3. Certain Representations. In order to induce the Agents and the Purchasers to enter into this Amendment, each of the Seller Parties
hereby represents and warrants to the Agents and the Purchasers that (a) both immediately before and immediately after giving effect to the amendments contained in Section 2 hereof, no Amortization Event or Potential Amortization Event
exists and is continuing as of the date hereof, (b) the Receivables Purchase Agreement, as amended hereby, constitutes the legal, valid and binding obligation of such Seller Party enforceable against it in accordance with its terms, except as
such enforcement may be limited by applicable bankruptcy, insolvency, reorganization or other similar laws relating to or limiting creditors’ rights generally and by general principles of equity (regardless of whether enforcement is sought in a
proceeding in equity or at law and (c) each of such Seller Party’s representations and warranties contained in the Receivables Purchase Agreement is true and correct as of the date hereof as though made on such date (except for such
representations and warranties that speak only as of an earlier date). 
 4. Effective Date.
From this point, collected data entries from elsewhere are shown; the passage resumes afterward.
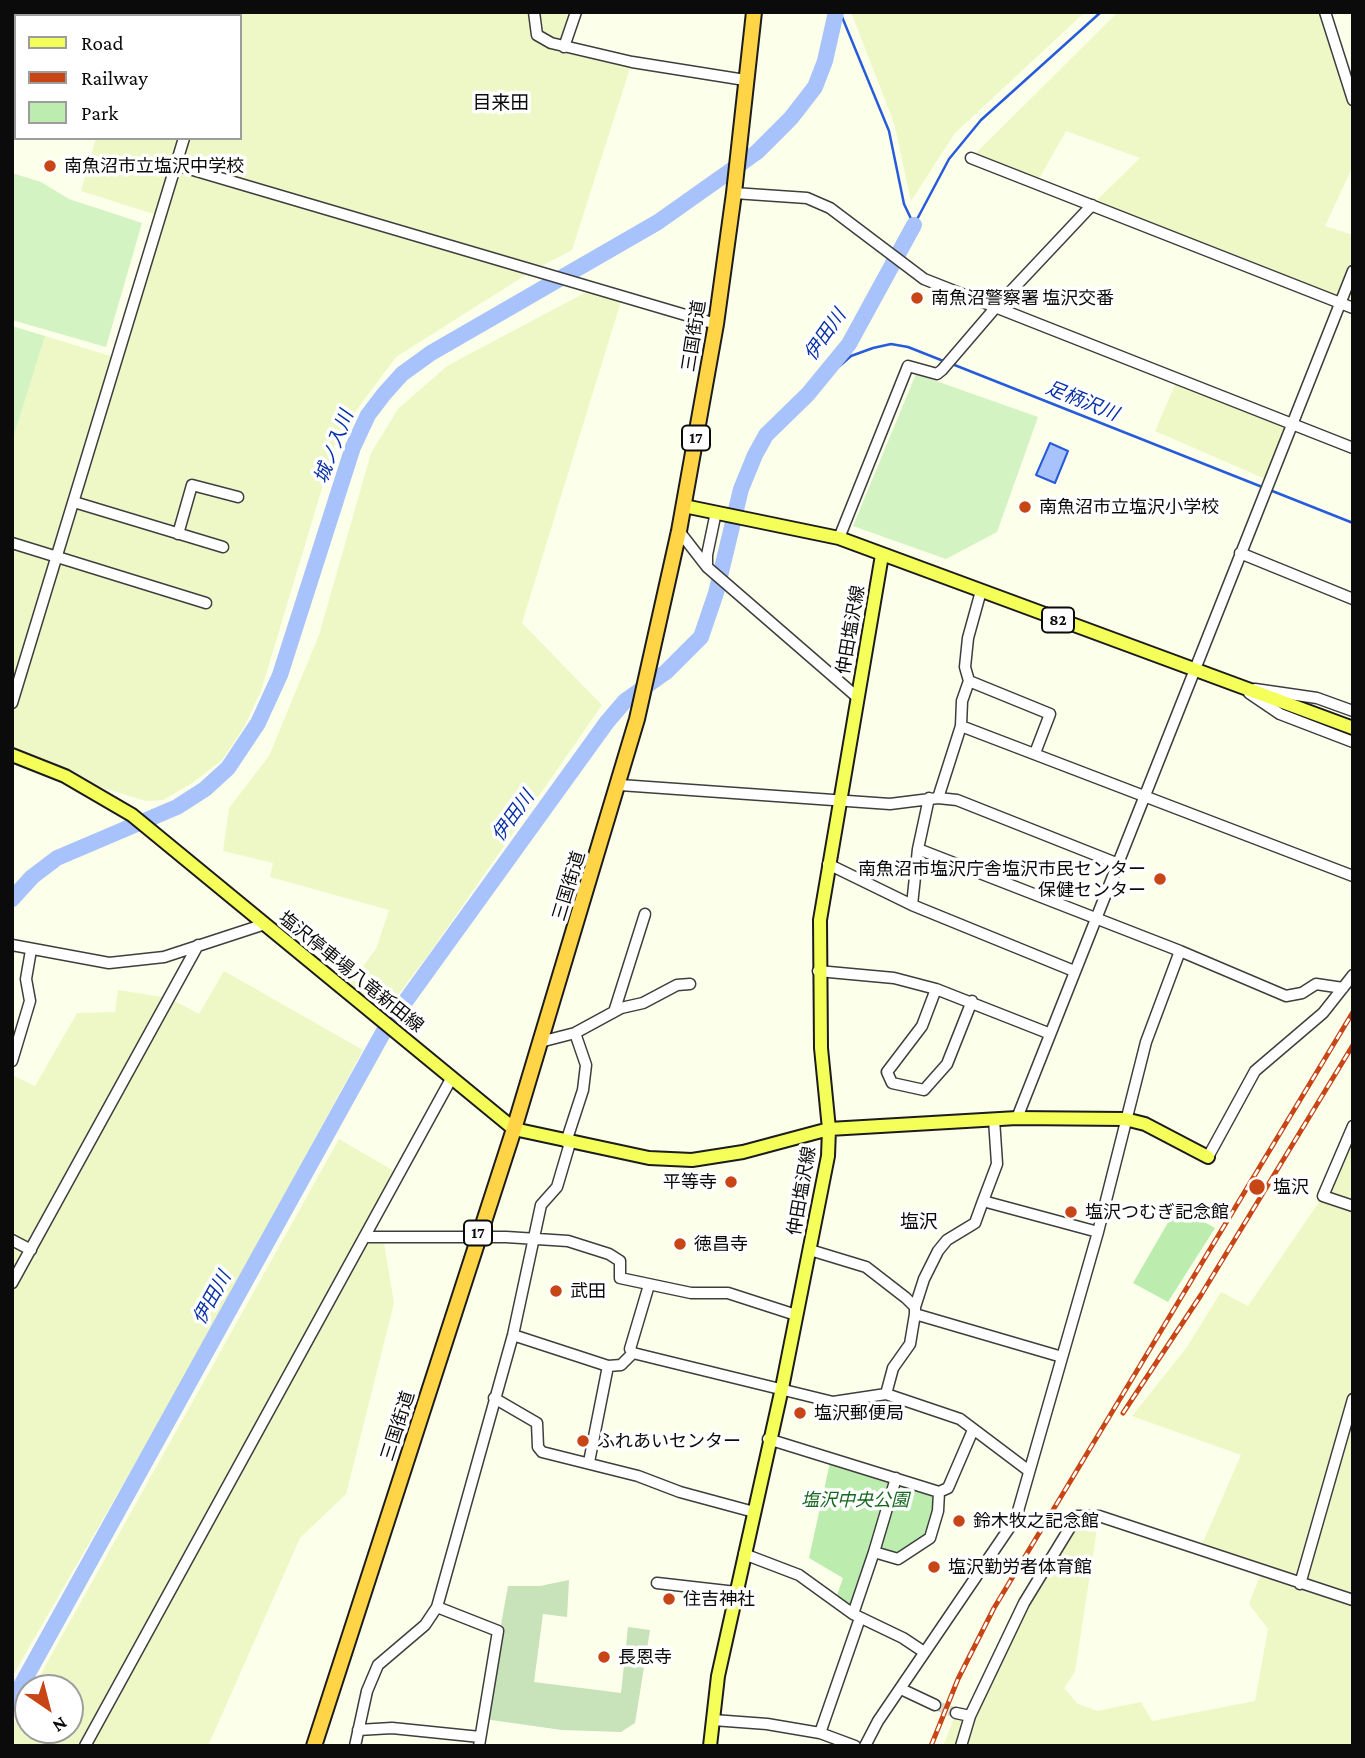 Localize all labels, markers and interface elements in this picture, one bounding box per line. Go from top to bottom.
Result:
legend [14,14,242,140]
text: Road [81,31,124,55]
text: Railway [81,66,148,90]
district label: 目来田 [473,92,529,114]
text: Park [81,101,118,125]
place label: 南魚沼市立塩沢中学校 [64,155,244,177]
marker: 南魚沼市立塩沢中学校 [42,158,58,174]
place label: 南魚沼警察署 塩沢交番 [931,287,1114,309]
marker: 南魚沼警察署 塩沢交番 [909,290,925,306]
street label: 三国街道 [678,299,710,373]
water label: 伊田川 [799,305,851,365]
water label: 足柄沢川 [1042,376,1122,426]
water label: 城ノ入川 [310,407,358,487]
road number: 17 [682,426,710,450]
place label: 南魚沼市立塩沢小学校 [1039,496,1219,518]
marker: 南魚沼市立塩沢小学校 [1017,499,1033,515]
street label: 仲田塩沢線 [833,584,869,676]
road number: 82 [1042,608,1074,632]
water label: 伊田川 [487,786,539,846]
street label: 三国街道 [548,848,590,924]
place label: 南魚沼市塩沢庁舎塩沢市民センター 保健センター [858,858,1146,900]
marker: 南魚沼市塩沢庁舎塩沢市民センター 保健センター [1152,871,1168,887]
street label: 塩沢停車場八竜新田線 [274,907,428,1037]
street label: 仲田塩沢線 [784,1145,820,1237]
place label: 平等寺 [663,1171,717,1193]
marker: 平等寺 [723,1174,739,1190]
place label: 塩沢 [1273,1176,1309,1198]
marker: 塩沢 [1247,1177,1267,1197]
place label: 塩沢つむぎ記念館 [1085,1201,1229,1223]
marker: 塩沢つむぎ記念館 [1063,1204,1079,1220]
district label: 塩沢 [900,1211,938,1233]
road number: 17 [464,1220,492,1246]
place label: 徳昌寺 [694,1233,748,1255]
marker: 徳昌寺 [672,1236,688,1252]
water label: 伊田川 [188,1268,236,1328]
place label: 武田 [570,1280,606,1302]
marker: 武田 [548,1283,564,1299]
street label: 三国街道 [377,1388,419,1464]
place label: 塩沢郵便局 [814,1402,904,1424]
marker: 塩沢郵便局 [792,1405,808,1421]
place label: ふれあいセンター [597,1430,741,1452]
marker: ふれあいセンター [575,1433,591,1449]
park label: 塩沢中央公園 [801,1489,909,1511]
place label: 鈴木牧之記念館 [973,1510,1099,1532]
marker: 鈴木牧之記念館 [951,1513,967,1529]
place label: 塩沢勤労者体育館 [948,1556,1092,1578]
marker: 塩沢勤労者体育館 [926,1559,942,1575]
place label: 住吉神社 [683,1588,755,1610]
marker: 住吉神社 [661,1591,677,1607]
place label: 長恩寺 [618,1646,672,1668]
marker: 長恩寺 [596,1649,612,1665]
north arrow [14,1674,84,1744]
text: N [49,1713,72,1737]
This Amendment shall become effective as
of the date first above written (the “Effective Date”) upon (a) receipt by the Administrative Agent of counterparts of this Amendment, duly executed by each of the parties hereto, and consented to by the Performance
Guarantor in the space provided below, (b) receipt by the Administrative Agent of counterparts to the Thirteenth Amended and Restated Fee Letter of even date herewith (the “Fee Letter”), duly executed by the Agents and
the Seller and (c) receipt by each of Chariot, the Liberty Street Agent and Wells Fargo of the Amendment Fee payable to it under (and as defined in) the Fee Letter. 

  
 11 

 5. Ratification. Except as expressly modified hereby, the Receivables Purchase Agreement
is hereby ratified, approved and confirmed in all respects. 
 6. References to Receivables Purchase Agreement. From and after the
Effective Date, each reference in the Receivables Purchase Agreement to “this Agreement”, “hereof”, or “hereunder” or words of like import, and all references to the Receivables Purchase Agreement in any and all
agreements, instruments, documents, notes, certificates and other writings of every kind and nature shall be deemed to mean the Receivables Purchase Agreement, as amended by this Amendment. 

7. Costs and Expenses. The Seller agrees to pay all reasonable costs, fees, and out-of-pocket expenses (including reasonable
attorneys’ fees and time charges of attorneys for the Agents, including Sidley Austin LLP) incurred by the Agents in connection with the preparation, execution and enforcement of this Amendment. 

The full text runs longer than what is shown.